Tipsheet

Obama Introduces Next Overhaul -- Education

Health care, financial regulation, environmental reform and now education.  President Obama announced his plans today to scrap the George W. Bush-era No Child Left Behind program for national public education.  Using his weekly address to outline plans for education, the president claimed his plan will better prepare students for life after high school and raise standards of teacher proficiency. 

While the nation is wrapped up in the ongoing health care debate, Obama today said he would be sending Congress his proposal and that his budget will include a $1 billion bonus incentive if Congress passes the measure this year.  Politico reports:

Obama’s proposal would toss out the core of the Bush-era law, which calls for across-the-board proficiency from all students in reading and math by 2014, and instead emphasize revamped assessment tools that link teacher evaluations to student progress, and a goal of having students career and college ready upon graduation.

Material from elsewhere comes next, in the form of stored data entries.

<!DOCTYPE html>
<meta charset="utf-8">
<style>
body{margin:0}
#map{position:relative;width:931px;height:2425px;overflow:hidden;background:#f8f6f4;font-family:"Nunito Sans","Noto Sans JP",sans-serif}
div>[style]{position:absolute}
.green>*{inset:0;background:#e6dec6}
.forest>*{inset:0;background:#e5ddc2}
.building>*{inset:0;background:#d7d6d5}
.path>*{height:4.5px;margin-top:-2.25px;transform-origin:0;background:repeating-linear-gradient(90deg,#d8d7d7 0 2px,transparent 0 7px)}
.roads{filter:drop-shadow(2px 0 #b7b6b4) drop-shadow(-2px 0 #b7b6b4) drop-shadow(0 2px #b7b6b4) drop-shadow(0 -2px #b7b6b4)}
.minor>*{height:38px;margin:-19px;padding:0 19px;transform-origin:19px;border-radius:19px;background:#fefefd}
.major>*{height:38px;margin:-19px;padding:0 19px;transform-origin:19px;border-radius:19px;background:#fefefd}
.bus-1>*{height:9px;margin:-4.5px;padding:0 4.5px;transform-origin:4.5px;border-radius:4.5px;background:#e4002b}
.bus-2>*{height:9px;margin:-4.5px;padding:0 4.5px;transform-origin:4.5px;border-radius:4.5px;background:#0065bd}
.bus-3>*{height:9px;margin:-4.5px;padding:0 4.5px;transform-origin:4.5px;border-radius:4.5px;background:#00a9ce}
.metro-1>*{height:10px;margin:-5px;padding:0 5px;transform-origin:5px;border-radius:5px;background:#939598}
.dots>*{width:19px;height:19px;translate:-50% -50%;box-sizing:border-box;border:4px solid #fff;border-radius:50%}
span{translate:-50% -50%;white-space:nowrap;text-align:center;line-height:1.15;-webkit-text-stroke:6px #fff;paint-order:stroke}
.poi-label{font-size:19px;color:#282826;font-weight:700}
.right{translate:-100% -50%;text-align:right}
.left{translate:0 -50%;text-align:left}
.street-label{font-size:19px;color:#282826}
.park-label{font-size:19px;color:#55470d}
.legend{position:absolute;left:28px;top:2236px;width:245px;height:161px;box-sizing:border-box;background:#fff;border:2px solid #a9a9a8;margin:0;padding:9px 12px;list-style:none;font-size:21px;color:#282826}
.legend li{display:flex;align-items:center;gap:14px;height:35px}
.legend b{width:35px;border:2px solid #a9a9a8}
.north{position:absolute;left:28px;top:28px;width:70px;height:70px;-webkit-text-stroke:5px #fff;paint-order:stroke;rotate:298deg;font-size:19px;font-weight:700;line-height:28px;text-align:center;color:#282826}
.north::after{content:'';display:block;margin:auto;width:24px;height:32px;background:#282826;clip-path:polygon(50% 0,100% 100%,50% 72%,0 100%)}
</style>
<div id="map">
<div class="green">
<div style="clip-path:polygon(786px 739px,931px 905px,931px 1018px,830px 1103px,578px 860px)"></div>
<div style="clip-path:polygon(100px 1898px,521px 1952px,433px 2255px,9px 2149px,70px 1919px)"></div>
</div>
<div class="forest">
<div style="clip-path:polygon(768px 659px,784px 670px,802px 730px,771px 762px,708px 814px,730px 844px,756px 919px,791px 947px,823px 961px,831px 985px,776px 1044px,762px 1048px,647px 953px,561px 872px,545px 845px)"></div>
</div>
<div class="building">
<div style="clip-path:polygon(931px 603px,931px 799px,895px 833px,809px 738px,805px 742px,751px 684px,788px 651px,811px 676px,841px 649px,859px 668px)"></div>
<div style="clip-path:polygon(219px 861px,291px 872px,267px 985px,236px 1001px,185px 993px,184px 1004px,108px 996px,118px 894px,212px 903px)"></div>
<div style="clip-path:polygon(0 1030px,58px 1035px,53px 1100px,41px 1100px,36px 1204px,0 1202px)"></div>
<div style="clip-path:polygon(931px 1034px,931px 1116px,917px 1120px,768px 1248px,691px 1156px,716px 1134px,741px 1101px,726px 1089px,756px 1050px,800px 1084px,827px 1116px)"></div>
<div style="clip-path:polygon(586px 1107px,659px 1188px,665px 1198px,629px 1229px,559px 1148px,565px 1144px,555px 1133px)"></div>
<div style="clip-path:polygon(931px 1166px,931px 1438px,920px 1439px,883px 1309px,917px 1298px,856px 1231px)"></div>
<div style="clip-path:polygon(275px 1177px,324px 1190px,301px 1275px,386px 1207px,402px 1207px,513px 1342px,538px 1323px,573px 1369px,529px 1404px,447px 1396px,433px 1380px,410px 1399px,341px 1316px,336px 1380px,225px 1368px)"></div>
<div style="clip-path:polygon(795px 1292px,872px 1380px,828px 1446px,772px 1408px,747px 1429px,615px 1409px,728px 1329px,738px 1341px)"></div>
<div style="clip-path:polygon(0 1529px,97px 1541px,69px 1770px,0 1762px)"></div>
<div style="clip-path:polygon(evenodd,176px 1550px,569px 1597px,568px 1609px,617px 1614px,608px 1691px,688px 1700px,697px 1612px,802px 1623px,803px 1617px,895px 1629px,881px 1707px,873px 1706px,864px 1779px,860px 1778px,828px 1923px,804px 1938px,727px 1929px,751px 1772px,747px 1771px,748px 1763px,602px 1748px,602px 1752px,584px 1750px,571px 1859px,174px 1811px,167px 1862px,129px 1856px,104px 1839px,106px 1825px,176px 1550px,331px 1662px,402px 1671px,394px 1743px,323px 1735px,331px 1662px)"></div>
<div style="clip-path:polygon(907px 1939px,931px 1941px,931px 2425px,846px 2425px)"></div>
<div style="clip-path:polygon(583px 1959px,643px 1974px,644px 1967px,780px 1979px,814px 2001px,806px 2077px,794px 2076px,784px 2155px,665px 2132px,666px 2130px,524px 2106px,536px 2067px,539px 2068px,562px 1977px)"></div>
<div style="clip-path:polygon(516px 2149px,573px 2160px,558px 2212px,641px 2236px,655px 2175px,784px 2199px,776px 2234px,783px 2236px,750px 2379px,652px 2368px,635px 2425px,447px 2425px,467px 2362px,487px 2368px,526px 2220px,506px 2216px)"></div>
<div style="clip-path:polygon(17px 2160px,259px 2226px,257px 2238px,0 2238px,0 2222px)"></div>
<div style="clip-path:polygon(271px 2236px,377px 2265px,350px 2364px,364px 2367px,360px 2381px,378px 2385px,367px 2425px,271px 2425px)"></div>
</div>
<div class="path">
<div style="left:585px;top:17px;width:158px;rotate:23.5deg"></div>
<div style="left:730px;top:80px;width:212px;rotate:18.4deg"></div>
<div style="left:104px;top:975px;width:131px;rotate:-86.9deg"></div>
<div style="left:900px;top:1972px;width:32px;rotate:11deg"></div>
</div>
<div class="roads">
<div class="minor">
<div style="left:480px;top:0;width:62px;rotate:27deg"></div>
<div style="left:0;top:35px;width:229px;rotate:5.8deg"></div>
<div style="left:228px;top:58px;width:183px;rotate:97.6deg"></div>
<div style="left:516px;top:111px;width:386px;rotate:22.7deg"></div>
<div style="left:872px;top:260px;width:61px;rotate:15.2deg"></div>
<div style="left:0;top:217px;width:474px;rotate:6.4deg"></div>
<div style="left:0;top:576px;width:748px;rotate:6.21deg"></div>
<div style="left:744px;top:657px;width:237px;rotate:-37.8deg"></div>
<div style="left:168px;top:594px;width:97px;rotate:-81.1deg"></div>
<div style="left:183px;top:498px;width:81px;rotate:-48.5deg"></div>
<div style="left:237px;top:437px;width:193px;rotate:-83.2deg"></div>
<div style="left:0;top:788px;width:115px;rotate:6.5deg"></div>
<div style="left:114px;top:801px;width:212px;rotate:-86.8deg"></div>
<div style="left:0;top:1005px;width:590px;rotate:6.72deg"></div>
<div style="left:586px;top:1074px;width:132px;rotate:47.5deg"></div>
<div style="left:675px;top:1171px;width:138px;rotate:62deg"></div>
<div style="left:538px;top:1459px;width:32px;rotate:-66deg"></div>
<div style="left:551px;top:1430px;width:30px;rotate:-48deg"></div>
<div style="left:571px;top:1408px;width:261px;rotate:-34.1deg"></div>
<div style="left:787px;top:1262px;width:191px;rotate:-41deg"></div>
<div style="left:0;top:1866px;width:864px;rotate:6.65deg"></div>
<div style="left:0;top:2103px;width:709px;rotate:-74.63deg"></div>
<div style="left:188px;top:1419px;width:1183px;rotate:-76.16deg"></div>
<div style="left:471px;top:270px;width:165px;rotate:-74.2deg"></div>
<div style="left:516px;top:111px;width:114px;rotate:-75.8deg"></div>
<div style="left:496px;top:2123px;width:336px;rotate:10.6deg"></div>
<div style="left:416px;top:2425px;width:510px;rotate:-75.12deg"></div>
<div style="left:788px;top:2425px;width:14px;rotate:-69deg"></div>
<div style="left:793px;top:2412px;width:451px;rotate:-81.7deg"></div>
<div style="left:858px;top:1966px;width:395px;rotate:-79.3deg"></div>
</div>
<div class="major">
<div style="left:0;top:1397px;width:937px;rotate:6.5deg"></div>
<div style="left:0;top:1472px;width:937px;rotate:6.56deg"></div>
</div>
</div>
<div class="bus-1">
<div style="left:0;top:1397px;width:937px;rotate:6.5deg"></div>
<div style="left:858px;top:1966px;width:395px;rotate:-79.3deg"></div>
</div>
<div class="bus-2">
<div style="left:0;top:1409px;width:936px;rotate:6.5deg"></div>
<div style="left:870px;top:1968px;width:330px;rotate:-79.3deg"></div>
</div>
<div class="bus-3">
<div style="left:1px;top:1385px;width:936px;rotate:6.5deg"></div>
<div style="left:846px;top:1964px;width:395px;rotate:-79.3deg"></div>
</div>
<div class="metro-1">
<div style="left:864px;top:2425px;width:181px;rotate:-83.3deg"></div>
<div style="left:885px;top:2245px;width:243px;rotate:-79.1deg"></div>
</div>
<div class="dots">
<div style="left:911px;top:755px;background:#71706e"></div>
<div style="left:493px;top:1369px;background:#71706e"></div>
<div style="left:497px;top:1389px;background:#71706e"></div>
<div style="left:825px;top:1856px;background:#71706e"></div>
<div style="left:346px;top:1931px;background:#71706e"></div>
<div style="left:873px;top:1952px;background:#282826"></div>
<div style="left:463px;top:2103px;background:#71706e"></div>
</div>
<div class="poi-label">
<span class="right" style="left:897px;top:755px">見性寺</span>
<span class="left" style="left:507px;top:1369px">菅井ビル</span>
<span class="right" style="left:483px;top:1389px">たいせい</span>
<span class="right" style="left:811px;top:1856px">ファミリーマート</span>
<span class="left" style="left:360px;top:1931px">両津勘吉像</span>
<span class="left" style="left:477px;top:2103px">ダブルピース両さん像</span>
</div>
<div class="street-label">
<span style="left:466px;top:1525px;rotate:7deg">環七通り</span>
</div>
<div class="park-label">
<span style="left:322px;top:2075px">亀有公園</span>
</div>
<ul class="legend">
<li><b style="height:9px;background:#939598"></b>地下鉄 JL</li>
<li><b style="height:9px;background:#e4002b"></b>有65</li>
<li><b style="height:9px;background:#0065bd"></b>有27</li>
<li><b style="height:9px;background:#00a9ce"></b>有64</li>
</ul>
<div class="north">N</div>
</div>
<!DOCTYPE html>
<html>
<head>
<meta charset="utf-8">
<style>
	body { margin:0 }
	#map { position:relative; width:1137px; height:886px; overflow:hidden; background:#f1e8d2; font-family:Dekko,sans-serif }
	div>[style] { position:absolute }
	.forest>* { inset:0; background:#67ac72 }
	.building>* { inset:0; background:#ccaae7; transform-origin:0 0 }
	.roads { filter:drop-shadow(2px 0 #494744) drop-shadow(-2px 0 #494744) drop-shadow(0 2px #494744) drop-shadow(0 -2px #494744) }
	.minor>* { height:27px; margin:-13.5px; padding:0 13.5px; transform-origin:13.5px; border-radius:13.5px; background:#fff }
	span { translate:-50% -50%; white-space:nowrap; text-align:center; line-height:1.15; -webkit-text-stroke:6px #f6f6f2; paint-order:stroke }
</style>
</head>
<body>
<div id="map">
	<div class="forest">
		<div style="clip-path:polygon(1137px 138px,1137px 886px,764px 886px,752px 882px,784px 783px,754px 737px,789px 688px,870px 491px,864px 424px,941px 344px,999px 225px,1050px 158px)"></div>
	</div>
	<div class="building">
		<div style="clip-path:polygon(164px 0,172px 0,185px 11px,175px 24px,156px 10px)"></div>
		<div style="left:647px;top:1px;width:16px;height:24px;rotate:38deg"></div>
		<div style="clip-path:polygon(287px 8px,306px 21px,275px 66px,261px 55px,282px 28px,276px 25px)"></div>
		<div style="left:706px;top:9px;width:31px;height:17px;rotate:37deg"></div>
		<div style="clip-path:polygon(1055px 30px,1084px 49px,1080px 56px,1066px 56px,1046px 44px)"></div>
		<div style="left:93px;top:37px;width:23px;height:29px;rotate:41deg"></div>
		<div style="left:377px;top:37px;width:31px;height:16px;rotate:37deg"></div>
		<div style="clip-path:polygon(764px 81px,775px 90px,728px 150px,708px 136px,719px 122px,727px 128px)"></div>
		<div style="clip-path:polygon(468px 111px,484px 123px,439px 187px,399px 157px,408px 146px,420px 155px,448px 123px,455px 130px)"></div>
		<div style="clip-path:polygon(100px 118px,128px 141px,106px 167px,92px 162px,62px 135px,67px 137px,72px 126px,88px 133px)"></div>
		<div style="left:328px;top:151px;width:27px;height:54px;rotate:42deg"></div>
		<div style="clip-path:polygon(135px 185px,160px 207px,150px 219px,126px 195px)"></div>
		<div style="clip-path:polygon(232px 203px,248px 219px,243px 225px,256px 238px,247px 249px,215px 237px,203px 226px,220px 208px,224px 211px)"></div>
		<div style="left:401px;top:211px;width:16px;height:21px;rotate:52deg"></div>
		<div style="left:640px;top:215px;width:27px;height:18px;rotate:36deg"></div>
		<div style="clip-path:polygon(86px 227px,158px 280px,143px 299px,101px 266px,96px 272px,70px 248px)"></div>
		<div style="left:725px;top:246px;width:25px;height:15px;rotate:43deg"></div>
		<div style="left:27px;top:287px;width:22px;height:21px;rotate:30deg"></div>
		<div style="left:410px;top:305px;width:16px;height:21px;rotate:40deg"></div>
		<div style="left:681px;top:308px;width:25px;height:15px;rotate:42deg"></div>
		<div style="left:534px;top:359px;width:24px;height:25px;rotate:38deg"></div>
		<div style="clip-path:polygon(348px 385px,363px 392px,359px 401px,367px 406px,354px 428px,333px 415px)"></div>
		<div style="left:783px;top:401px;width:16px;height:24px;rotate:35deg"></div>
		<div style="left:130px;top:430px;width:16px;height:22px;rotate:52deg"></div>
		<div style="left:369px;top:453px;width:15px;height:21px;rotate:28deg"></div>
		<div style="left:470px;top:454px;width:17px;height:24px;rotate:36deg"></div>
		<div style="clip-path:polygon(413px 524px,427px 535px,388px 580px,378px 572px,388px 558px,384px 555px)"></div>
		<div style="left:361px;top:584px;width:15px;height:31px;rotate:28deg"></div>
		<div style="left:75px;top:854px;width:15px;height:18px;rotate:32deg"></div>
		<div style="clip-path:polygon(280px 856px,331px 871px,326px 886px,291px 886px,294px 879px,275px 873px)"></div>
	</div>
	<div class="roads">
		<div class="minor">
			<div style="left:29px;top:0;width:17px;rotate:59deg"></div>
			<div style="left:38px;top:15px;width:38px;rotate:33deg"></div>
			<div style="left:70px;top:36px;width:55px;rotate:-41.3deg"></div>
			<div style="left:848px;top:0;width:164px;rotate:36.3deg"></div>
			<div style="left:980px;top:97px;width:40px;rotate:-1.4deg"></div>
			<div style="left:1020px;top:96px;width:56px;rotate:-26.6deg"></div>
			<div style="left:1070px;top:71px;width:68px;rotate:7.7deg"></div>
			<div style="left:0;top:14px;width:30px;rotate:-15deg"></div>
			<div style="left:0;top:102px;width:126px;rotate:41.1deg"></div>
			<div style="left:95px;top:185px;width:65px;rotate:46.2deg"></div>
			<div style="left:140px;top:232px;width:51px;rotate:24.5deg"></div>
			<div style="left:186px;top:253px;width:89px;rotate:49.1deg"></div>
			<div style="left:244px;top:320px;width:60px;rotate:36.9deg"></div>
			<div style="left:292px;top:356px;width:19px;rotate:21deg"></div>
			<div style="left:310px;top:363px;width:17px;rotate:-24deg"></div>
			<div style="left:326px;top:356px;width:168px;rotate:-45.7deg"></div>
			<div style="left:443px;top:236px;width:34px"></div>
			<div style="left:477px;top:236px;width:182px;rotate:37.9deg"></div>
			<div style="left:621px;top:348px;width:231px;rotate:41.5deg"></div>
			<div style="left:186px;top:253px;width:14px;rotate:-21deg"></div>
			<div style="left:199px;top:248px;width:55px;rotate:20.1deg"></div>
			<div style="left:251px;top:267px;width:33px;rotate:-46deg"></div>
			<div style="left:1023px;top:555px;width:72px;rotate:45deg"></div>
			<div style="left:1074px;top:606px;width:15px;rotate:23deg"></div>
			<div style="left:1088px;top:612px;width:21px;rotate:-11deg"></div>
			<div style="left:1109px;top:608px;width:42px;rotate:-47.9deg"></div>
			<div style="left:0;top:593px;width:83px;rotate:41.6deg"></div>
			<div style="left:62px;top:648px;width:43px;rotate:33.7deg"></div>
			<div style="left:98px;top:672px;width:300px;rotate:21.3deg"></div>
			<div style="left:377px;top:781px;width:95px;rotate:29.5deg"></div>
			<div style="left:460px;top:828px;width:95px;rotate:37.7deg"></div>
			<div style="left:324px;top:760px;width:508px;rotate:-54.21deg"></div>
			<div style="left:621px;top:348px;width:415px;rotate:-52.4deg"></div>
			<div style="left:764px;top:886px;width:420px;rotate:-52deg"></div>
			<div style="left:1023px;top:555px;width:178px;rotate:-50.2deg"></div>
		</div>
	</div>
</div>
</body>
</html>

Obama and his education secretary, Arne Duncan, have called the 2014 goal unreasonable, and have said that it led to watered-down standards. Instead, his blueprint calls for a new goal of career and college readiness for all graduating high school students by 2020.

The timing of this announcement interesting, considering Congress is poised to act this next week on an incredibly unpopular health care plan.  This message and its timing suggest the Obama administration is very aware that they are on the losing side of debates taking place at America's kitchen tables these days. 

Stay tuned as details of the president's education proposal emerge.  Obama has already angered his teachers union supporters by backing charter schools and merit pay for teachers. It will be interesting to see how this all plays out among his Democratic colleagues on Capitol Hill.